Her playthings were there still, arranged in her customary orderly fashion along the walls. Rose and Rosette and Minnehaha and the other dolls were seated in their chairs or the doll carriage or with their backs against Shadrach's old sea chest. She had never put them away out of sight. Somehow it seemed more like home to her, the knowledge that though she would never play with them again, they were there waiting for her in their old places. While she was away at school they had been covered from the dust by a cloth, but now the cloth had been taken away and she herself dusted them every other morning before going up to the store. As Shadrach said, no one but Mary-'Gusta would ever have thought of doing such a thing. She did, because she WAS Mary-'Gusta.
However, the dolls did not interest her now. She tiptoed across the garret floor, taking great care to avoid the boards which creaked most, and lifted the lid of the old trunk which she had first opened on that Saturday afternoon nearly ten years before. She found the pocket on the under side of the lid, opened it and inserted her hand. Yes, the photograph of Hall and Company was still there, she could feel the edge of it with her fingers.
She took it out, and closed the pocket and then the trunk, and tiptoed down the stairs and to her room again. She closed the door, locked it—something she had never done in her life before—and placing the photograph she had taken from the trunk beside that sent her by Crawford, sat down to compare them.

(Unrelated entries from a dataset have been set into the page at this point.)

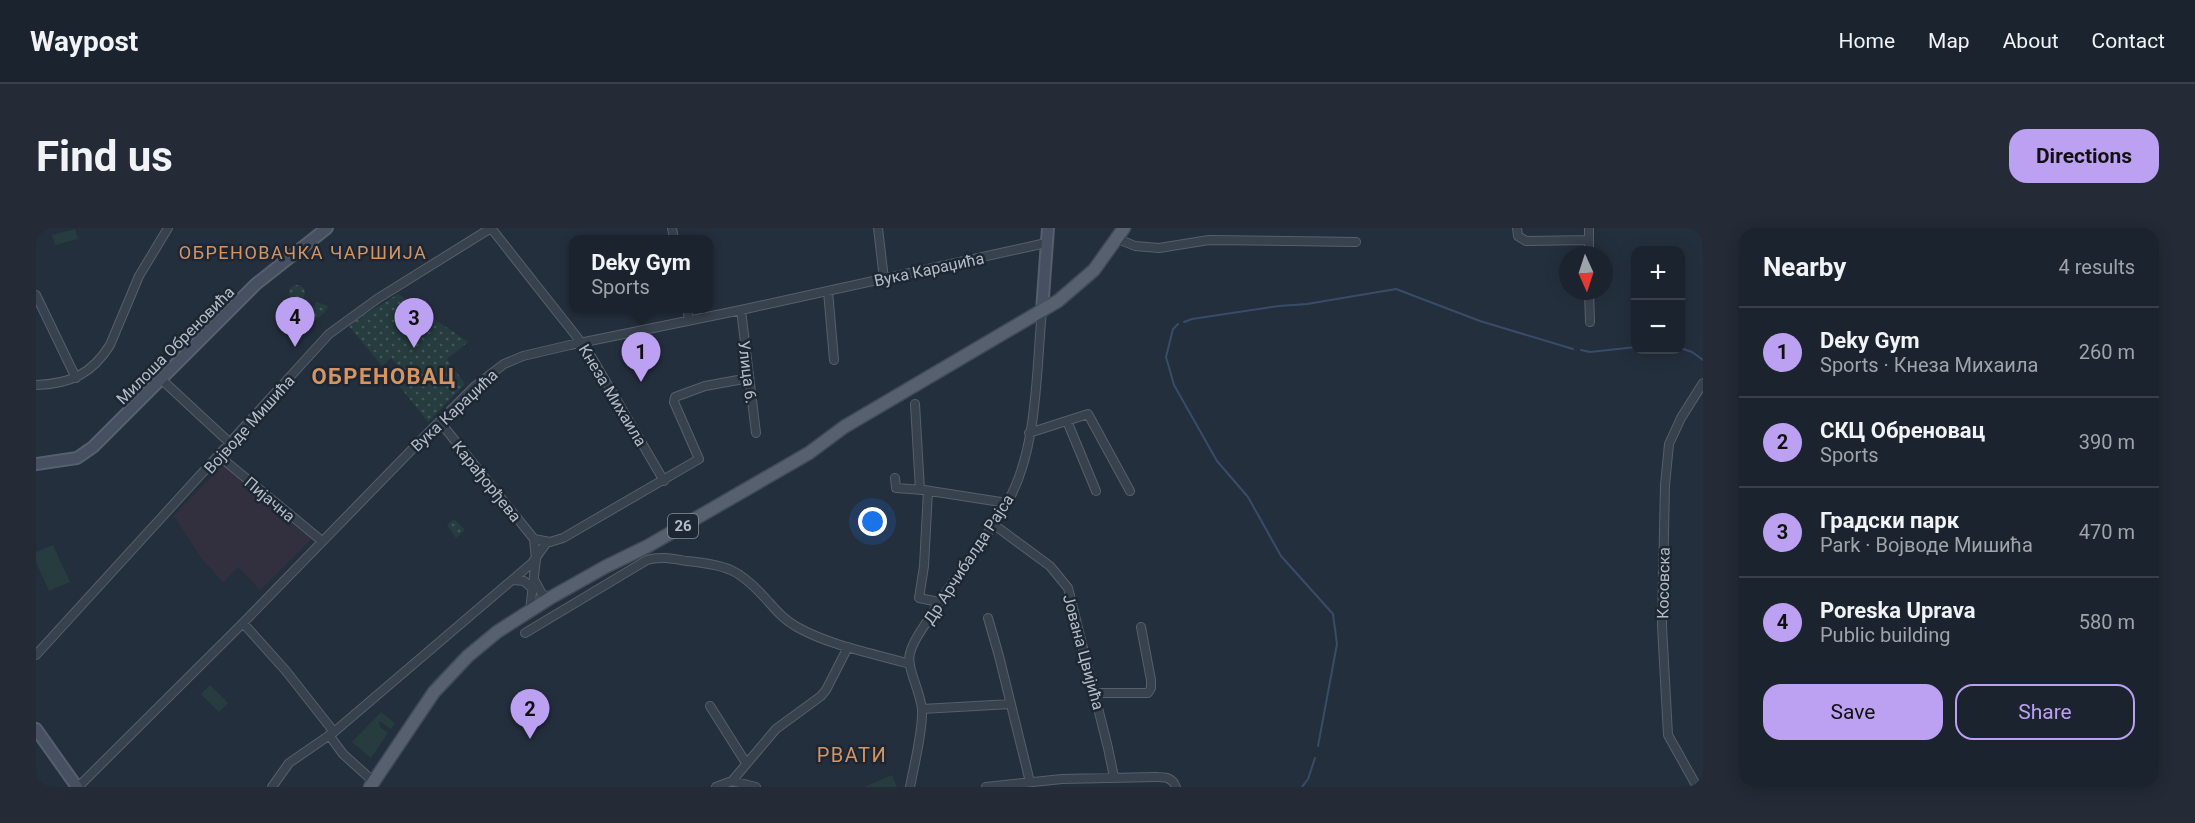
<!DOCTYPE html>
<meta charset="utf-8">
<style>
:root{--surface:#1b232e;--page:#242b36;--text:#f1f3f6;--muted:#a0a4aa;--line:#39404a;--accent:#bca0f2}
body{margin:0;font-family:Roboto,sans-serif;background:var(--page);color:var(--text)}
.controls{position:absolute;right:18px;top:18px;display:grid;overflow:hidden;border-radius:12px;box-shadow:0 3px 15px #0003}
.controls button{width:54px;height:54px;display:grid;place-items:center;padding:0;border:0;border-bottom:2px solid var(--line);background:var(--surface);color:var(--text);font:30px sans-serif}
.compass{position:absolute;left:1523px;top:18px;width:54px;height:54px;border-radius:50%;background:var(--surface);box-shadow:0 3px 15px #0003;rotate:177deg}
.you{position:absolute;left:837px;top:294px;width:21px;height:21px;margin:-15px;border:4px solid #fff;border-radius:50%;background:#1a73e8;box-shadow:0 0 0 9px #1a73e833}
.badge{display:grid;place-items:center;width:39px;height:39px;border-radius:50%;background:var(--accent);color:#111;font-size:20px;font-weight:700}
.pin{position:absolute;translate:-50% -50px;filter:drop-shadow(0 2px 3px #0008)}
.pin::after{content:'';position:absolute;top:32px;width:21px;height:18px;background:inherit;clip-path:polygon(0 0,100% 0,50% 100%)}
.popup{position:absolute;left:533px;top:7px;width:144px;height:78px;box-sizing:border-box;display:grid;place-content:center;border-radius:12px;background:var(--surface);filter:drop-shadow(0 2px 4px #0005);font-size:20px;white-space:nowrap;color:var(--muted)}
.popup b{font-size:22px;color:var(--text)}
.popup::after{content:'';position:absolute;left:50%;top:100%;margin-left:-12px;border:12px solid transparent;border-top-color:var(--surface)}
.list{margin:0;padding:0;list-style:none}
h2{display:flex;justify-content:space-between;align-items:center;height:78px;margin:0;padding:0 24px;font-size:26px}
h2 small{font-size:20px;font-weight:400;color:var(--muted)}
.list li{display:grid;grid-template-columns:39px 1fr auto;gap:18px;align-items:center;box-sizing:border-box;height:90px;padding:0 24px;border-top:2px solid var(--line)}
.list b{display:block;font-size:22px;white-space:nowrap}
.list p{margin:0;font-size:20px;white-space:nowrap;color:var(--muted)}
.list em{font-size:20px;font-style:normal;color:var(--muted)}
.actions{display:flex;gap:12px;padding:18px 24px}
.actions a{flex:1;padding:14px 0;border:2px solid var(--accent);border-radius:18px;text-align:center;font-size:21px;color:var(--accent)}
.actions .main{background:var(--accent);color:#111}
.map{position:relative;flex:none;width:1667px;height:559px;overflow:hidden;border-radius:18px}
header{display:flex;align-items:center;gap:36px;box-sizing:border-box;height:84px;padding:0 30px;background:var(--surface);border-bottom:2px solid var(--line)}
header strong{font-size:28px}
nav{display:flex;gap:33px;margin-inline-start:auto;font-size:21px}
.intro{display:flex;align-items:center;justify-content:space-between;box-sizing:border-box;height:144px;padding:0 36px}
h1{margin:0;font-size:42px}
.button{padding:15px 27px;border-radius:18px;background:var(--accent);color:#111;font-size:21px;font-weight:700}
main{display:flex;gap:36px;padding:0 36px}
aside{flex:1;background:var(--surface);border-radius:18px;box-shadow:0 3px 15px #0003}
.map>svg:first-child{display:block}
.medical{fill:#32303f}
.park{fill:url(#park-dots)}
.pitch{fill:#263c3f}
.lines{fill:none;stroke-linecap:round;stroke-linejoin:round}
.stream{stroke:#394c67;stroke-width:2}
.street-casing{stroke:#565f6c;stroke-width:10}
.secondary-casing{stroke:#565f6c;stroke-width:14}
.primary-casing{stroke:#414a57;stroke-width:15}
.street{stroke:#38414e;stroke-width:8}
.secondary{stroke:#465061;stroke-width:10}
.primary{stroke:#56606e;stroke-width:12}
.labels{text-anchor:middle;stroke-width:5;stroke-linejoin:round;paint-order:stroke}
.shield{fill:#1d2633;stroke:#878f9c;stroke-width:1.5}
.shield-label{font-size:15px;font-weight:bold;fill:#b4bcc9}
.street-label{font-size:16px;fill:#b4bcc9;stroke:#1d2633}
.neighbourhood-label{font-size:18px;letter-spacing:1.5px;fill:#d59563;stroke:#1d2633}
.quarter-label{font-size:20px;letter-spacing:1.5px;fill:#d59563;stroke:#1d2633}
.district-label{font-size:22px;font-weight:bold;letter-spacing:1.5px;fill:#d59563;stroke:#1d2633}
</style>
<header>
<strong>Waypost</strong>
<nav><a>Home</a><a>Map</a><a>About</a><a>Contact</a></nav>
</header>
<div class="intro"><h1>Find us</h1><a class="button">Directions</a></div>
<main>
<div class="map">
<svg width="1667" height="559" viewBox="0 0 1667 559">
<defs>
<pattern id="park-dots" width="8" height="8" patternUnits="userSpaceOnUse" patternTransform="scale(1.5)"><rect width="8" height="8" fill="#263c3f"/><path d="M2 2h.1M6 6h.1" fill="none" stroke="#435659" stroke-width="1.8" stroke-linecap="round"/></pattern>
</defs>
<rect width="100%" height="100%" fill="#242f3e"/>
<path class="medical" d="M187,237L224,270L276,310L224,362L202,339L187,354L166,331L138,288Z"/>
<path class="park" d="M253 65a8 8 0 1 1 16 0a8 8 0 1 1-16 0Z
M362,66L432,114L411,131L429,156L392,194L361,155L370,147L355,130L346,138L312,97Z
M281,74L292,78L288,85L278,93L270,86L277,80Z
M418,291L429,302L420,310L411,297Z"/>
<path class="pitch" d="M39,1L42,11L19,17L16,7Z
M17,317L34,354L13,363L0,334V324Z
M174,457L192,475L183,484L165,466Z
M345,484L359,495L355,501L343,493L344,499L352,505L335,530L316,514Z
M856,547L861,559H828Z"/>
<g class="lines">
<path class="stream" d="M1148,94L1156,91L1243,78L1271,76L1360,61L1444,93L1537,121
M1142,96L1137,101L1130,129L1138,157L1181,233L1212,269L1245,328L1297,386L1301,416L1282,518
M1644,120L1656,124L1667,132
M1545,122L1554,124L1600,119
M1266,559L1272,551L1279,530"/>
<g class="street-casing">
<path id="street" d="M455,0L552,123L628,253
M636,0L638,12
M842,0L848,51
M1481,0L1482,8L1490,13L1552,12
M1082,11L1099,18L1123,20L1173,12L1320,14
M1553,27V0
M792,63L798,132
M1553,63L1554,94
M0,67L40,150
M651,80L653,92
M705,82L720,205
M125,151L194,215
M0,157C34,156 56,146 74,117L103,48L132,0
M879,176L884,262
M1031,193L1060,263
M404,194L498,311L514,314L527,310L663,231L638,174L639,169L669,158L713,150
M993,205L1052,186L1094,263
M183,228L286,313
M859,250L860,260L888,262L971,275
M892,263L888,338L883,370L903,374
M957,296L1014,338L1032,360L1072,520L1078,549
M477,352L488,353L497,361
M499,353L506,366L514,370
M494,382L500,331L498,311
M952,390L963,428L994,554
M207,395L250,443L298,504L496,335L511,314
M489,405L611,332C624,328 638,331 651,333C691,337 703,341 730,371C740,382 748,392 761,399C795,418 836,425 874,436
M0,427L293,106L341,71L455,0
M1059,465H1112L1115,460V452L1105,399
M674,478L710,535
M886,481L975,476
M293,507L307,526L338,554
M696,553L740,501L785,468L790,462L812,419
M1660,557L1632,507L1626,398L1629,257L1633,216L1645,190L1667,155
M42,559L207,395L392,205L438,159L468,136L487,128L534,117L705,82L1010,15
M236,559L253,535L298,504
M680,559L696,553L720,559
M874,559C878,537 887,504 886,482C885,464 870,440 874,425C877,412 887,400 894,389C918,350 948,314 971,275C1002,222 1000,143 1006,83
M950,559L1026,551L1119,549C1129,549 1136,549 1140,559"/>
</g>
<g class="secondary-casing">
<path id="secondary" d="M1006,83L1012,0
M0,236L41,230L57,219L220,56L291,0
M0,501L41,559"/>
</g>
<g class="primary-casing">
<path id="primary" d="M334,559L398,464L432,428L461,404L514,370L569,339L612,318L773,225L808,199L1022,73L1058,42L1088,0"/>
</g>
<use href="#street" class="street"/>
<use href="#secondary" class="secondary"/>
<use href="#primary" class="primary"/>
</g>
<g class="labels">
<rect class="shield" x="632" y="286" width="30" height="24" rx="4.5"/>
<g class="shield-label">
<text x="647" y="303">26</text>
</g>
<g class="street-label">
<text transform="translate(893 41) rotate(-12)" y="6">Вука Караџића</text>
<text transform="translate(139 117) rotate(-45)" y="6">Милоша Обреновића</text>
<text transform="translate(712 144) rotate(83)" y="6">Улица 6.</text>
<text transform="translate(577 167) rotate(59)" y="6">Кнеза Михаила</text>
<text transform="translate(418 182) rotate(-43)" y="6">Вука Караџића</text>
<text transform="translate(213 196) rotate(-48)" y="6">Војводе Мишића</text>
<text transform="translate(451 253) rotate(51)" y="6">Карађорђева</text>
<text transform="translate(234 271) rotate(40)" y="6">Пијачна</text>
<text transform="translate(932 331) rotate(-57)" y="6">Др Арчибалда Рајса</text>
<text transform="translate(1627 355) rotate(-89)" y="6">Косовска</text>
<text transform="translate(1048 424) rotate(75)" y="6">Јована Цвијића</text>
</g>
<g class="neighbourhood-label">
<text x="267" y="31">ОБРЕНОВАЧКА ЧАРШИЈА</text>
</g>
<g class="quarter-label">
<text x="816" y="534">РВАТИ</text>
</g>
<g class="district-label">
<text x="348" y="156">ОБРЕНОВАЦ</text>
</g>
</g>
</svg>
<div class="controls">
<button>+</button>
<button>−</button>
</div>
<svg class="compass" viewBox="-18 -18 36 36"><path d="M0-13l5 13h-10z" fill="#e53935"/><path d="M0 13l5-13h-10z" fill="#a0a4aa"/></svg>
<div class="you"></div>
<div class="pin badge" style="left:605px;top:154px">1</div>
<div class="popup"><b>Deky Gym</b>Sports</div>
<div class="pin badge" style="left:494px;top:511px">2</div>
<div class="pin badge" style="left:378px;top:120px">3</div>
<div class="pin badge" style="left:259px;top:119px">4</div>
</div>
<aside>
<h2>Nearby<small>4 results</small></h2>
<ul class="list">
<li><span class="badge">1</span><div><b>Deky Gym</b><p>Sports · Кнеза Михаила</p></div><em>260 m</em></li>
<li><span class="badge">2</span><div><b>СКЦ Обреновац</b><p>Sports</p></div><em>390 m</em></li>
<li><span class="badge">3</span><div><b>Градски парк</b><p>Park · Војводе Мишића</p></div><em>470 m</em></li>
<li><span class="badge">4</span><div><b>Poreska Uprava</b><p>Public building</p></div><em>580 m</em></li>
</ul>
<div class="actions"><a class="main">Save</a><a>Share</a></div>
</aside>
</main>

And as she looked at the two photographs her wonder at Isaiah's odd behavior ceased. It was not strange that when he saw Mr. Edwin Smith's likeness he was astonished; it was not remarkable that he could scarcely be convinced the photograph was not that of the mysterious Ed Farmer. For here in the old, yellow photograph of the firm of “Hall and Company, Wholesale Fish Dealers,” was Edgar S. Farmer, and here in the photograph sent her by Crawford was Edwin Smith. And save that Edgar S. Farmer was a young man and Edwin Smith a man in the middle sixties, they were almost identical in appearance. Each time she had seen Mr. Smith's photograph she had felt certain she must have met the original. Here was the reason—this man in the other photograph. The only difference was the difference of age. Edwin Smith had a nose like Edgar Farmer's, and a chin like his and eyes like his. And Isaiah had just said that Edgar Farmer had a crooked finger on his right hand caused by an accident with a hogshead of salt. Mary remembered well something Crawford had told her, that his father had a finger on the right hand which had been hurt in a mine years before he, Crawford, was born.
It could not be, of course—it could not be—and yet—Oh, WHAT did it mean?